Variation in paediatric hospital antibiotic guidelines in Europe
Faculty of Medicine and Health Sciences
Archives of disease in childhood. - London, 1926, currens
, p. 72-76
University of Antwerp
Objective To assess the availability and source of guidelines for common infections in European paediatric hospitals and determine their content and characteristics. Design Participating hospitals completed an online questionnaire on the availability and characteristics of antibiotic prescribing guidelines and on empirical antibiotic treatment including duration of therapy for 5 common infection syndromes: respiratory tract, urinary tract, skin and soft tissue, osteoarticular and sepsis in neonates and children. Results 84 hospitals from 19 European countries participated in the survey of which 74 confirmed the existence of guidelines. Complete guidelines (existing guidelines for all requested infection syndromes) were reported by 20% of hospitals and the majority (71%) used a range of different sources. Guidelines most commonly available were those for urinary tract infection (UTI) (74%), neonatal sepsis (71%) and sepsis in children (65%). Penicillin and amoxicillin were the antibiotics most commonly recommended for respiratory tract infections (RTIs) (up to 76%), cephalosporin for UTI (up to 50%) and for skin and soft tissue infection (SSTI) and bone infection (20% and 30%, respectively). Antistaphylococcal penicillins were recommended for SSTIs and bone infections in 43% and 36%, respectively. Recommendations for neonatal sepsis included 20 different antibiotic combinations. Duration of therapy guidelines was mostly available for RTI and UTI (82%).
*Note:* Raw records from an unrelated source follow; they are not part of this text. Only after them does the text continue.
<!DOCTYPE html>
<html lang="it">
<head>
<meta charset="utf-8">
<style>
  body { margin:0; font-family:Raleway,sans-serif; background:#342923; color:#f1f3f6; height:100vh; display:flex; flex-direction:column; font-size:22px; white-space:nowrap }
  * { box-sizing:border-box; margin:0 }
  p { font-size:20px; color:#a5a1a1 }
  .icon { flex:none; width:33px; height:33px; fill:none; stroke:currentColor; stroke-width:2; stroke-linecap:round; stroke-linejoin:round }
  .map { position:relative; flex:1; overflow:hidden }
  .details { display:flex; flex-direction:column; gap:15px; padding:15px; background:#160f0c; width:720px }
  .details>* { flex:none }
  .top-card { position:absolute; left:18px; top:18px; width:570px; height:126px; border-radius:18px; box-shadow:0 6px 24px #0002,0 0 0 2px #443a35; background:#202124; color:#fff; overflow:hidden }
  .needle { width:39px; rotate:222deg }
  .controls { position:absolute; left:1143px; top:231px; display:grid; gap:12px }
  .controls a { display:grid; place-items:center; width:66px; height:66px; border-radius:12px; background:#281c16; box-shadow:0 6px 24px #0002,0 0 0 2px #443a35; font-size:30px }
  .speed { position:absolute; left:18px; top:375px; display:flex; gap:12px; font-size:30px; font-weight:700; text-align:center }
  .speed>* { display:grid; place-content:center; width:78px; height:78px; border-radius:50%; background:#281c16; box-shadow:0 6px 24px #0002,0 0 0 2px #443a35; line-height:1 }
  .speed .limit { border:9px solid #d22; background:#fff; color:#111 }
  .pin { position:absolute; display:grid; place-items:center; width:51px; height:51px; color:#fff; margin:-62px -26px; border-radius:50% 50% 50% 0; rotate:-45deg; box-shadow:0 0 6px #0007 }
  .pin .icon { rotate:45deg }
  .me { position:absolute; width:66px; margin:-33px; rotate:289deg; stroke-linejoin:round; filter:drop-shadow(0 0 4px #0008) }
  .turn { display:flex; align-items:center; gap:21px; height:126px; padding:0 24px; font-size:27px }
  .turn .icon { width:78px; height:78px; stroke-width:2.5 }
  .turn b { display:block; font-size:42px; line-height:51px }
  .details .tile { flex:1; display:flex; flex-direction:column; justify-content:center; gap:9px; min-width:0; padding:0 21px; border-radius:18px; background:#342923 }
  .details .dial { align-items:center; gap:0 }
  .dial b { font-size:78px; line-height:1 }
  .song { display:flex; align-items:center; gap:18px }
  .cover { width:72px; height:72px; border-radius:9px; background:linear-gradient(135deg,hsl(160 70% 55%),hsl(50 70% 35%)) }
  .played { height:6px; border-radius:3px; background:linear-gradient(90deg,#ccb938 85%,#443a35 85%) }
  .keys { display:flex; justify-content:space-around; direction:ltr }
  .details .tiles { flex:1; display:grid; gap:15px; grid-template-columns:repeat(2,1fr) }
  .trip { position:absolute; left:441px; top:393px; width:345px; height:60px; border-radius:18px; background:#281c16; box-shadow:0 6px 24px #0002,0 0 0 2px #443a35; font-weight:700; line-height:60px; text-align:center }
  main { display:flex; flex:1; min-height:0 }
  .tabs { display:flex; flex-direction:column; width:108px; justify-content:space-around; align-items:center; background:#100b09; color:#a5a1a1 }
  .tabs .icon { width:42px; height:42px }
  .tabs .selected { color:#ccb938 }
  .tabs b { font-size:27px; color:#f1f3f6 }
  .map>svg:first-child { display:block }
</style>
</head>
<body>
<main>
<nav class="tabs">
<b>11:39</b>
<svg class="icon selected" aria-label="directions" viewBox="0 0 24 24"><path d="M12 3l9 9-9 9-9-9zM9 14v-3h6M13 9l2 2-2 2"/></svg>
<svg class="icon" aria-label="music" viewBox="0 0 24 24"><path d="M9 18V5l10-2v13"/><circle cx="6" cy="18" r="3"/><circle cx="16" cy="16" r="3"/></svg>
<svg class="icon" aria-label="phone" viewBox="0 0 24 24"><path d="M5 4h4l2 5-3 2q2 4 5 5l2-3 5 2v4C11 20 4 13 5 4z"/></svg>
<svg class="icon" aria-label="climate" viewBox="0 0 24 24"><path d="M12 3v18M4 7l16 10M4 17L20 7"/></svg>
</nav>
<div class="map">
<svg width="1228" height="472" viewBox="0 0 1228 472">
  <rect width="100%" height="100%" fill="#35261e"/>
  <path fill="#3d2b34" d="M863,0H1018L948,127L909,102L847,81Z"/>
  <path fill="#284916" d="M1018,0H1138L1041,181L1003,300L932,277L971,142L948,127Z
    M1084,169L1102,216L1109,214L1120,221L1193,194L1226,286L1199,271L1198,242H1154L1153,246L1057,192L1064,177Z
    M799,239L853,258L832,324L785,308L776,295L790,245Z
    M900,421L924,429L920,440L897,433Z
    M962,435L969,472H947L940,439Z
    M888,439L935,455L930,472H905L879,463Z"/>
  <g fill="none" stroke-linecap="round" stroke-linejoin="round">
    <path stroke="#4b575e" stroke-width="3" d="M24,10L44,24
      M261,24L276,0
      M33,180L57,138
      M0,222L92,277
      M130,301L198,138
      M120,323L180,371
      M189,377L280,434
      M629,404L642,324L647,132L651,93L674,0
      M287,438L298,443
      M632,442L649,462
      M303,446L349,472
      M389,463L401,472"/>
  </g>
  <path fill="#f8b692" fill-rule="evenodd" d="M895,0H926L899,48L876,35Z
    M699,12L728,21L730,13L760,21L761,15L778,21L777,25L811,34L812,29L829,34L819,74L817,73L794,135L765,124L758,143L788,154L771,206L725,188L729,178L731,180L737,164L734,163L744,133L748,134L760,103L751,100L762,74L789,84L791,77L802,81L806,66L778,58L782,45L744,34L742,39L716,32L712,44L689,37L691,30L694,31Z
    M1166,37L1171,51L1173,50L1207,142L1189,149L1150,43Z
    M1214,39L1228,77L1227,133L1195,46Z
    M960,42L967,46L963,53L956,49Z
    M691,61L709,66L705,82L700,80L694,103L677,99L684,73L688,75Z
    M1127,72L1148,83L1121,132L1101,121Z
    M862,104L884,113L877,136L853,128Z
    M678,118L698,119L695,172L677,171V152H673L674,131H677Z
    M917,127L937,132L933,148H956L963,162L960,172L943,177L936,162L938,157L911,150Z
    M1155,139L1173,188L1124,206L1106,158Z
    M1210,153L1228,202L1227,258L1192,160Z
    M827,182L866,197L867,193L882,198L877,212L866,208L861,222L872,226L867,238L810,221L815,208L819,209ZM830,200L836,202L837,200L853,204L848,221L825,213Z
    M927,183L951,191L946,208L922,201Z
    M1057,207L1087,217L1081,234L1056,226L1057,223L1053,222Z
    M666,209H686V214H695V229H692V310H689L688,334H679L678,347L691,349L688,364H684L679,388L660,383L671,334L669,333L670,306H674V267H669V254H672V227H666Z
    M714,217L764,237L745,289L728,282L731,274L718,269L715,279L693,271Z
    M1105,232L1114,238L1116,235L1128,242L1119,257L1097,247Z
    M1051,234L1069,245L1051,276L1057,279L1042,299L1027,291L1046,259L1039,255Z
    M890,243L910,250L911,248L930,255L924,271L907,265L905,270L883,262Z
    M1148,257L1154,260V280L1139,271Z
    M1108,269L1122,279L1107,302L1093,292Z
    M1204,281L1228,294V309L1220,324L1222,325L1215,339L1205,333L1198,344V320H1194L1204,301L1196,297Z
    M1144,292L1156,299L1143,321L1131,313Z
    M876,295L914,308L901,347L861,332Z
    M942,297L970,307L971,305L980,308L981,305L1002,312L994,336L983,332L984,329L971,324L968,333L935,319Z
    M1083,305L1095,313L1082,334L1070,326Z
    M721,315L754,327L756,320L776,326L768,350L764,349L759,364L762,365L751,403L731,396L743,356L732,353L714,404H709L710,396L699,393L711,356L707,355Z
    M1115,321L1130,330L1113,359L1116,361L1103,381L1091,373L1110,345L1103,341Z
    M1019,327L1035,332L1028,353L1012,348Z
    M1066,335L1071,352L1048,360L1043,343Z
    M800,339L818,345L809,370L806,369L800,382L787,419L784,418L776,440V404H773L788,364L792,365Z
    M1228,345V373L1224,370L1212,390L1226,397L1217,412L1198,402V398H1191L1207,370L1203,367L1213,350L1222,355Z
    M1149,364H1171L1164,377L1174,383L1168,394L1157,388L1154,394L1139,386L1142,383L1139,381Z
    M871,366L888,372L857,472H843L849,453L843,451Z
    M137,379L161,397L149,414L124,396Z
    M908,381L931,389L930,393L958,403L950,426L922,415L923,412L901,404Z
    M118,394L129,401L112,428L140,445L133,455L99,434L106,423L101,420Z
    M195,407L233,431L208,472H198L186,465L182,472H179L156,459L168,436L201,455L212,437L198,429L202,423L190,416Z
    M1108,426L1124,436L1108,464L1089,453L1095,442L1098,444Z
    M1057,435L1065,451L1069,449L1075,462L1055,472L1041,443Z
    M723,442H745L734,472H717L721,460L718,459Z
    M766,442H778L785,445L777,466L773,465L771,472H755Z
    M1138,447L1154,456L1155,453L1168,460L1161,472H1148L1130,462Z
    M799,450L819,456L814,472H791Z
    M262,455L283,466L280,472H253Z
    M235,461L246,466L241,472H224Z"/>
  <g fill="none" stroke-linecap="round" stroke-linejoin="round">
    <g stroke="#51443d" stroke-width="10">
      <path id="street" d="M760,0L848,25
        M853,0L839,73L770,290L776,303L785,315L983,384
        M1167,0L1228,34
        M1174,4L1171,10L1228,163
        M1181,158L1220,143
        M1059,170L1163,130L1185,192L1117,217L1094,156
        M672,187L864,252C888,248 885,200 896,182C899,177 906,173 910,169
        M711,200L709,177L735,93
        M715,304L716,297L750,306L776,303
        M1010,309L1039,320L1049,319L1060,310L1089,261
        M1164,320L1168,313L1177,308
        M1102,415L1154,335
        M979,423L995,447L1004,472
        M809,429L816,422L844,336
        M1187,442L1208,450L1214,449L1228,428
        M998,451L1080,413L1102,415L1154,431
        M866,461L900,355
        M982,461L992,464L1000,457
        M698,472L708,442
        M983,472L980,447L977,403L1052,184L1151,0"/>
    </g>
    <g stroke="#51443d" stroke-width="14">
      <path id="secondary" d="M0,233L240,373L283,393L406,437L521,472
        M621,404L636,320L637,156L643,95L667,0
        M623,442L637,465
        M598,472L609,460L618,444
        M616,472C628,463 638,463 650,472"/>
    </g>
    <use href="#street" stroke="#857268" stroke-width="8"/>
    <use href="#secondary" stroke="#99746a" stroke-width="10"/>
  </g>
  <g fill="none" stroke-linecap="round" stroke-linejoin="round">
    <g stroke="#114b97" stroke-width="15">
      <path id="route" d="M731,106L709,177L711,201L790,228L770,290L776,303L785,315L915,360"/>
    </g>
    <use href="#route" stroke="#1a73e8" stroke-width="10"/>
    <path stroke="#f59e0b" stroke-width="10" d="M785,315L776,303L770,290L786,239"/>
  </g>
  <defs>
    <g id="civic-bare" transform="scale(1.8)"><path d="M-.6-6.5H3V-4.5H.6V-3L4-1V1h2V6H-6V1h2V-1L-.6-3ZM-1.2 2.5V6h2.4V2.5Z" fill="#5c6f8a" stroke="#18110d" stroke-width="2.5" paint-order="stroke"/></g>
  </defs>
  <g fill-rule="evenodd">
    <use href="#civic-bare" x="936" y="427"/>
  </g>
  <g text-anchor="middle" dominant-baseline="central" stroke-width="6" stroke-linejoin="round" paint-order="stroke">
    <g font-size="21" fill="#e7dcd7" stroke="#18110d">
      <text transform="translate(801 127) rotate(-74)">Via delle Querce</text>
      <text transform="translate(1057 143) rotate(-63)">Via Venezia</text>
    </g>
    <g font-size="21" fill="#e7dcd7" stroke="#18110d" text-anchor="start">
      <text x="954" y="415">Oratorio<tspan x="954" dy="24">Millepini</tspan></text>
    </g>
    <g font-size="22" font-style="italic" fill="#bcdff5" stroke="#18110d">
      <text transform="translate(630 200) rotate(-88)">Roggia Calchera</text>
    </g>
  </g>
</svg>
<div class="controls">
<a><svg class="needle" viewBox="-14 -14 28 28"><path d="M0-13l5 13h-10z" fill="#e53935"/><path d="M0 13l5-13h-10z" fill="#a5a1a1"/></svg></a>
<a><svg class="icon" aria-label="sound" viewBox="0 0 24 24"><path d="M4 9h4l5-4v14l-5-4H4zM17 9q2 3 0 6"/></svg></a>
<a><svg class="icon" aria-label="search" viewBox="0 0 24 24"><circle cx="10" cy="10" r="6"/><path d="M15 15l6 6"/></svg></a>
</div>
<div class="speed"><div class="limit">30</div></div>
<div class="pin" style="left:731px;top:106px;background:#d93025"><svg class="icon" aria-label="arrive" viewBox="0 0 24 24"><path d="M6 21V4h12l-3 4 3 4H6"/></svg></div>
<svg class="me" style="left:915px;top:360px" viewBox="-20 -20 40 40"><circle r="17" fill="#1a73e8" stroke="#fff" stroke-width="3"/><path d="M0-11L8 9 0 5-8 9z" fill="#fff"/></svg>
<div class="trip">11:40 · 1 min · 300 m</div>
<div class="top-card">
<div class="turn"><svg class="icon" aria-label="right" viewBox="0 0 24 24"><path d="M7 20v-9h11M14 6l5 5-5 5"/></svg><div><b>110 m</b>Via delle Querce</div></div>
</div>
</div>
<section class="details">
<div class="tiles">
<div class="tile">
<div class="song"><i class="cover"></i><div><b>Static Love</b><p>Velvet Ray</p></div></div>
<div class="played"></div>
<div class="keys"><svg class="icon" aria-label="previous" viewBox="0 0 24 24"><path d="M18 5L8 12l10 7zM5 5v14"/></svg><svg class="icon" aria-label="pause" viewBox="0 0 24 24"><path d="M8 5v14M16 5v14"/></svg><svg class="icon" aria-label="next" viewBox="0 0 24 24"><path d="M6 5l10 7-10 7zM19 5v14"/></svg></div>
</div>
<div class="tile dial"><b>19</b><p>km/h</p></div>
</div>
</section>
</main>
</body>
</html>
A third of hospitals with guidelines for sepsis provided recommendations for length of therapy. Conclusions Comprehensive antibiotic guideline recommendations are generally lacking from European paediatric hospitals. We documented multiple antibiotics and combinations for most infections. Considerable improvement in the quality of guidelines and their evidence base is required, linking empirical therapy to resistance rates.